#### Exercise aim
Transcribe only the lines of the listing below from the one holding "position:absolute; left:701px; top:15px;" through the one holding "font-size:16px; font-style:normal; color:#9ea1a6", inclusive, without any change.
(Information begins)
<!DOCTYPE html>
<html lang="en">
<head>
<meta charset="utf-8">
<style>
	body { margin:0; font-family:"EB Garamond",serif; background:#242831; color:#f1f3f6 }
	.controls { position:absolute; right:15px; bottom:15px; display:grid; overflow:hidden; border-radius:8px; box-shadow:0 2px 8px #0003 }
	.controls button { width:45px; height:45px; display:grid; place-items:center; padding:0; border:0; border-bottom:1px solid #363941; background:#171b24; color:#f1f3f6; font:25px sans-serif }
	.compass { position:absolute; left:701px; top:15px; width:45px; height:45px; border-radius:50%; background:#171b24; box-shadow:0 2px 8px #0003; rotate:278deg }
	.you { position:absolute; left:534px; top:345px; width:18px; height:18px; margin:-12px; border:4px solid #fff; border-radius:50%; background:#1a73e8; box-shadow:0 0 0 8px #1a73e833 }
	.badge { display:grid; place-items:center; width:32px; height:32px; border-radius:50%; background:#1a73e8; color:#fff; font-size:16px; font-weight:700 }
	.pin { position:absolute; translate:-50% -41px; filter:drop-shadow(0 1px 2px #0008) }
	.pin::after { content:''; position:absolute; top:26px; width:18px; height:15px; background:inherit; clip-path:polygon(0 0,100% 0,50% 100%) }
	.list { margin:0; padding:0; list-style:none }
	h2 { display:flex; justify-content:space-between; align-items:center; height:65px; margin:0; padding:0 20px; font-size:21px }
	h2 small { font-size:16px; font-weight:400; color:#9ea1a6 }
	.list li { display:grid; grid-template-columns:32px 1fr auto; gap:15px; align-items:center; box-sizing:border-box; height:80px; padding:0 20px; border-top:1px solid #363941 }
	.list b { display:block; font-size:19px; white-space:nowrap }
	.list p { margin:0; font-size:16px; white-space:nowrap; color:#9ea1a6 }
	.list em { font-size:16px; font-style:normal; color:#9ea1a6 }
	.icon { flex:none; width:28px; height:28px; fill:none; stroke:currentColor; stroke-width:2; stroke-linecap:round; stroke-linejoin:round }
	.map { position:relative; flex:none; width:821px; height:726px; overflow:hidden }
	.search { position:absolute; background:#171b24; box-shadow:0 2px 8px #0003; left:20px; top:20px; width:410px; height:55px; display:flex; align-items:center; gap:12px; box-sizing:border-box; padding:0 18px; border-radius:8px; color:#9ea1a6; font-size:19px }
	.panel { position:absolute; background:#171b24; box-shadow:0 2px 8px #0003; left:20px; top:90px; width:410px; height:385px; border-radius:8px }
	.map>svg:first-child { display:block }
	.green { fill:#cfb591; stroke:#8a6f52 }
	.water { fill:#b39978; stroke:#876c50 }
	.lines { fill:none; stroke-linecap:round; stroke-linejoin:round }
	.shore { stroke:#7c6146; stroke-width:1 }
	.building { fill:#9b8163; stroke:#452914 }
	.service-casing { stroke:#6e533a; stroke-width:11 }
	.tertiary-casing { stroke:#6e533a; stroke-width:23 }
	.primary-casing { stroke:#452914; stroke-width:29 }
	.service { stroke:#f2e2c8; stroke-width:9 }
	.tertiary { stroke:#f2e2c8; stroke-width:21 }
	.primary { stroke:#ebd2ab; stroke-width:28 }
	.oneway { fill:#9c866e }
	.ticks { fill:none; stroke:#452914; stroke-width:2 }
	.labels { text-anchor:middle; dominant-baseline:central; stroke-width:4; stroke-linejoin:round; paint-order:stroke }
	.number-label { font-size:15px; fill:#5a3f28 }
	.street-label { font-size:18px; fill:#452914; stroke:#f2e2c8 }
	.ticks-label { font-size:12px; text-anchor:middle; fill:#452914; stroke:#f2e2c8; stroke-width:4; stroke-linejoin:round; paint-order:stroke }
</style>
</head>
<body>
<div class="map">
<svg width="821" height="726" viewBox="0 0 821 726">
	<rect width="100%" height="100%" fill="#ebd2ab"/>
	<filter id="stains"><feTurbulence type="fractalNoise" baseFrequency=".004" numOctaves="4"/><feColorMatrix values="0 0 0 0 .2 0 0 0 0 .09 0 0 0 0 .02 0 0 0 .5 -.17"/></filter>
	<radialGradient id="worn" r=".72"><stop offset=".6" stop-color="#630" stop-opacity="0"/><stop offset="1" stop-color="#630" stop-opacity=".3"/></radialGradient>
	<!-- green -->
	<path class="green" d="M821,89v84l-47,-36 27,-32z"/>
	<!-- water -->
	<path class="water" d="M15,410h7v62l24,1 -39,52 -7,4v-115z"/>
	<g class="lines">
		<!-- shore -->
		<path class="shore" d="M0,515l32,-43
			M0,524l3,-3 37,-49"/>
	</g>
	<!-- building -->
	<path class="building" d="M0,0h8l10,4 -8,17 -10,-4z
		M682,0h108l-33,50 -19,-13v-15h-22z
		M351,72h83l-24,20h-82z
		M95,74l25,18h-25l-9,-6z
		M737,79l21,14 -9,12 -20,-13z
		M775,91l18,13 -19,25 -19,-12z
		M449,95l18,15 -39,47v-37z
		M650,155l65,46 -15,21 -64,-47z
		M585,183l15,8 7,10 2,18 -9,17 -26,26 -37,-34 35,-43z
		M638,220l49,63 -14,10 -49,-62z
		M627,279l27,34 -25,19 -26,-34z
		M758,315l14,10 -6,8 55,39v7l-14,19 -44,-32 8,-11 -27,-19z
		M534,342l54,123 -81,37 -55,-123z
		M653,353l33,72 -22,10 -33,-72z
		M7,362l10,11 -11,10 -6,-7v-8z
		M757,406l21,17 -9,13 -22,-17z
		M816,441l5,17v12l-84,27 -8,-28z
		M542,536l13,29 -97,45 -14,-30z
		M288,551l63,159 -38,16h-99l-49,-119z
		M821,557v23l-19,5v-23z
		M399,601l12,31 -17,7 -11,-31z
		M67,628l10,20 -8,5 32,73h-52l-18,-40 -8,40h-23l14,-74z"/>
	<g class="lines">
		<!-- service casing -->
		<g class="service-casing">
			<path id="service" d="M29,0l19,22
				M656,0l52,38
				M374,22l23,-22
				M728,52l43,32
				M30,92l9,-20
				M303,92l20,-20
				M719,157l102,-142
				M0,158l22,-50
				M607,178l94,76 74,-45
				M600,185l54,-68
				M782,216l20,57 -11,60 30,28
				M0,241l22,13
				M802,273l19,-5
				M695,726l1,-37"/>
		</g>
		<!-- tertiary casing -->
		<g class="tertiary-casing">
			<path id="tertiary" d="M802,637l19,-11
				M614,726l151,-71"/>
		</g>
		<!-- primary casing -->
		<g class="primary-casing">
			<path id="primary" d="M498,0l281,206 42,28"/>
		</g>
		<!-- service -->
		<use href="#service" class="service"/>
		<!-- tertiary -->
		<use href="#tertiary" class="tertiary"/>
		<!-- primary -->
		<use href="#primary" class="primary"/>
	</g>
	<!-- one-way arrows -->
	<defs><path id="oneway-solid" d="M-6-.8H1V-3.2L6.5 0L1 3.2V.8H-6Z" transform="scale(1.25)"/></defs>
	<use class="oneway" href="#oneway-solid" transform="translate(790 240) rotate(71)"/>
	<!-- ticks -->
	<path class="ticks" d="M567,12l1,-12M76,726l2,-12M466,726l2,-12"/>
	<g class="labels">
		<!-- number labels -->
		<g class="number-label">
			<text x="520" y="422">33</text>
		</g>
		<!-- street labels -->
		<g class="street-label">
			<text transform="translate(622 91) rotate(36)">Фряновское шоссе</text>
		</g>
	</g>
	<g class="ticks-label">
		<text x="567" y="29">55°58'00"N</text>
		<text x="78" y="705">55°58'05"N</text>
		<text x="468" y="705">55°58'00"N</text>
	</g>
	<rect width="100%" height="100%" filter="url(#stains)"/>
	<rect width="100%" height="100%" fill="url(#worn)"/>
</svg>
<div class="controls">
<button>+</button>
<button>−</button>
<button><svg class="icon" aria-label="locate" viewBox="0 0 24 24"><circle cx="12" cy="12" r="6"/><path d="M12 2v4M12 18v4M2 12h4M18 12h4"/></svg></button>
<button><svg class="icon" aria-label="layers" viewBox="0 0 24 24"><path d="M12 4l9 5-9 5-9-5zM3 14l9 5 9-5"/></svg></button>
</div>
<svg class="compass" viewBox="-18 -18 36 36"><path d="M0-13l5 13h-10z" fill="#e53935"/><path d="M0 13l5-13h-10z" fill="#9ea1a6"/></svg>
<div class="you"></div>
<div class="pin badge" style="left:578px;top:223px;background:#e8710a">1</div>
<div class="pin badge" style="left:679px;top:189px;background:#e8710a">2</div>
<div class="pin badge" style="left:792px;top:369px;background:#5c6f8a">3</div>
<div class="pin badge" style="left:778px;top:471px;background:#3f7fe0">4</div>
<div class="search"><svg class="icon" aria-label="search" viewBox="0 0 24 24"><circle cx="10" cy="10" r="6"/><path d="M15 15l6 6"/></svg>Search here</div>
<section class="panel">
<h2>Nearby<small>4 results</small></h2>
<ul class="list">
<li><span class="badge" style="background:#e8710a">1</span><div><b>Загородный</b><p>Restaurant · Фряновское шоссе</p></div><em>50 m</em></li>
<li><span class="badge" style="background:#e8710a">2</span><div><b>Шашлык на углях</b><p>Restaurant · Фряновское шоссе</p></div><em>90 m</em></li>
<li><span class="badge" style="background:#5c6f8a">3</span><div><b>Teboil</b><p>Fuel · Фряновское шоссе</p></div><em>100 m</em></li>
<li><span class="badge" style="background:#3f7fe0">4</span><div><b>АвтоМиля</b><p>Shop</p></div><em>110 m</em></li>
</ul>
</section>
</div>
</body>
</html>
(Information ends)
#### Answer box
	.compass { position:absolute; left:701px; top:15px; width:45px; height:45px; border-radius:50%; background:#171b24; box-shadow:0 2px 8px #0003; rotate:278deg }
	.you { position:absolute; left:534px; top:345px; width:18px; height:18px; margin:-12px; border:4px solid #fff; border-radius:50%; background:#1a73e8; box-shadow:0 0 0 8px #1a73e833 }
	.badge { display:grid; place-items:center; width:32px; height:32px; border-radius:50%; background:#1a73e8; color:#fff; font-size:16px; font-weight:700 }
	.pin { position:absolute; translate:-50% -41px; filter:drop-shadow(0 1px 2px #0008) }
	.pin::after { content:''; position:absolute; top:26px; width:18px; height:15px; background:inherit; clip-path:polygon(0 0,100% 0,50% 100%) }
	.list { margin:0; padding:0; list-style:none }
	h2 { display:flex; justify-content:space-between; align-items:center; height:65px; margin:0; padding:0 20px; font-size:21px }
	h2 small { font-size:16px; font-weight:400; color:#9ea1a6 }
	.list li { display:grid; grid-template-columns:32px 1fr auto; gap:15px; align-items:center; box-sizing:border-box; height:80px; padding:0 20px; border-top:1px solid #363941 }
	.list b { display:block; font-size:19px; white-space:nowrap }
	.list p { margin:0; font-size:16px; white-space:nowrap; color:#9ea1a6 }
	.list em { font-size:16px; font-style:normal; color:#9ea1a6 }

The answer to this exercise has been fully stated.